Je tenais entre mes doigts un flacon de baume qu'il m'avait offert avant de partir.

Nous avons agité nos mains pour le saluer, le cœur serré de devoir quitter cet homme qui nous avait accueilli comme sa famille. La Clio a disparu entre les chênes.

— Bon, direction Ajaccio ! me suis-je faussement réjoui en attachant les sangles de mon sac. Tu penses qu'on pourra y arriver avant ce soir ?

— Si on fait un peu de stop, pourquoi pas.

Nous avons pris la route, nos pas n'étaient plus habitués à sillonner du goudron, ça nous a fait drôle. C'était plus cassant, moins rebondissant. J'ai senti plus intensément le poids de mon sac dans mon dos. J'y avais rangé, dans une paire de chaussettes propres roulée en boule, le baume d'Antoine.

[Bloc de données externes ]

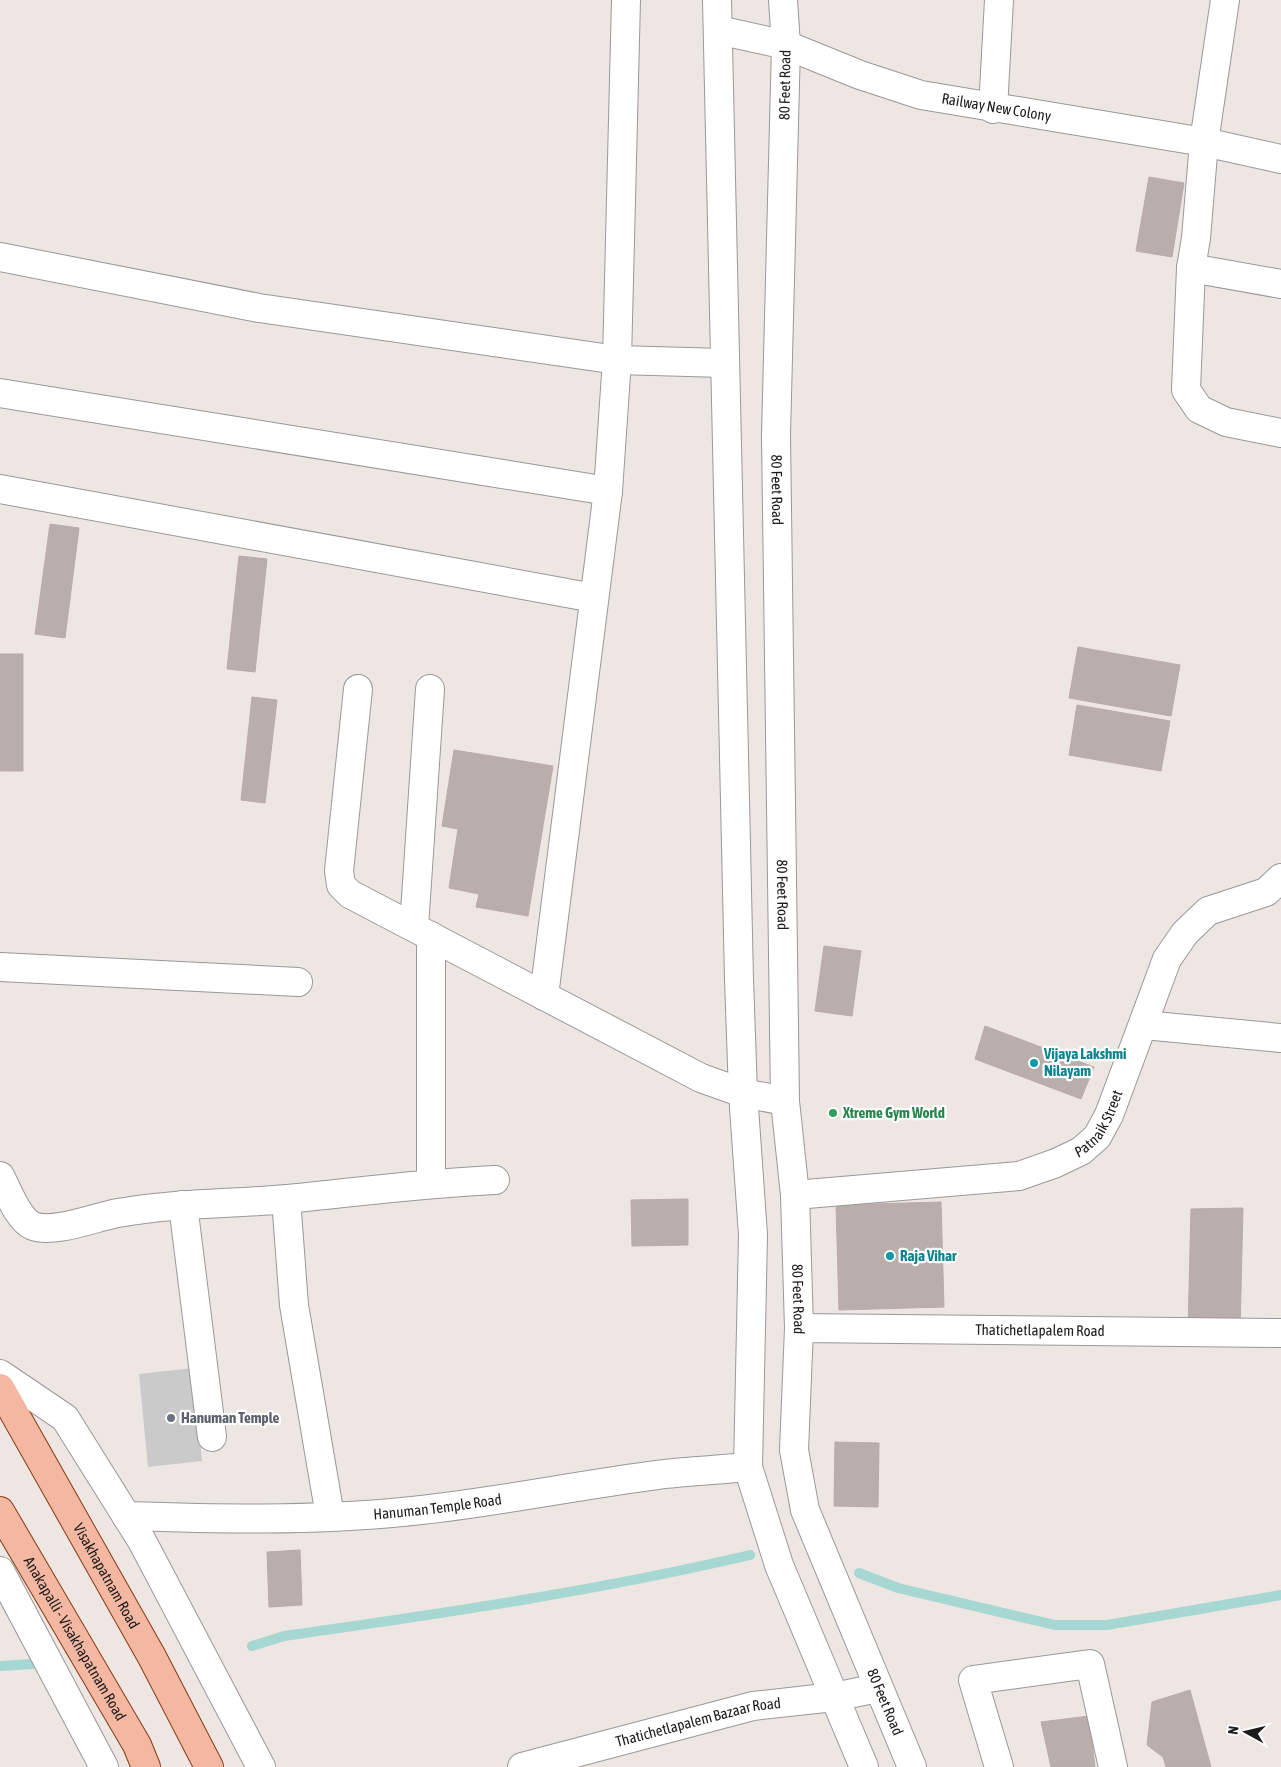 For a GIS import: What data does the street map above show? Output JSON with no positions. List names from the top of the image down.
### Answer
{
  "streets": {
    "main road": ["Visakhapatnam Road", "Anakapalli - Visakhapatnam Road"],
    "street": [
      "80 Feet Road",
      "Railway New Colony",
      "Patnaik Street",
      "Thatichetlapalem Road",
      "Hanuman Temple Road",
      "Thatichetlapalem Bazaar Road"
    ]
  },
  "crossings": [
    ["80 Feet Road", "Railway New Colony"],
    ["80 Feet Road", "Patnaik Street"],
    ["80 Feet Road", "Thatichetlapalem Road"],
    ["80 Feet Road", "Thatichetlapalem Bazaar Road"]
  ],
  "places": [
    "Vijaya Lakshmi Nilayam",
    "Xtreme Gym World",
    "Raja Vihar",
    "Hanuman Temple"
  ],
  "north": "left"
}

Plus d'une heure est passée sans que nous ne croisions une seule voiture. Ce coin était paumé. Nous avons évolué au milieu des châtaigniers et des fougères humides, silencieux. Mon téléphone devait toujours dormir sur la route sur laquelle je l'avais lancé hier, mort sous mes fracas. Les seules nouvelles que nous avions de nos amis se faisaient grâce à Mahé et Katie. Ils s'envoyaient régulièrement des infos. Les filles allaient voir Jules dans l'après-midi, au moins pour s'enquérir de son état. Nous serions bientôt fixés, et rassurés.

— Eh, tu les entends ? ai-je souri pour moi-même en contemplant la forêt qui bordait la route.

Mahé a suivi mon regard sans comprendre.

— Qu'est-ce que je devrais entendre ?

J'ai empli mes poumons de l'air de la montagne qui commençait à se réchauffer à mesure que nous la descendions.

— Les cigales ! Elles sont revenues.

Je venais à peine de remarquer qu'elles accompagnaient à nouveau notre randonnée, alors qu'elles nous avaient quittés dès le premier jour du voyage, lorsque nous avions atteint les hauteurs d'Ortu di u Piobbu. Elles cymbalaient à cœur-joie autours de nous, nous offrant un peu de la saveur méditerranéenne, et des souvenirs de chez-nous.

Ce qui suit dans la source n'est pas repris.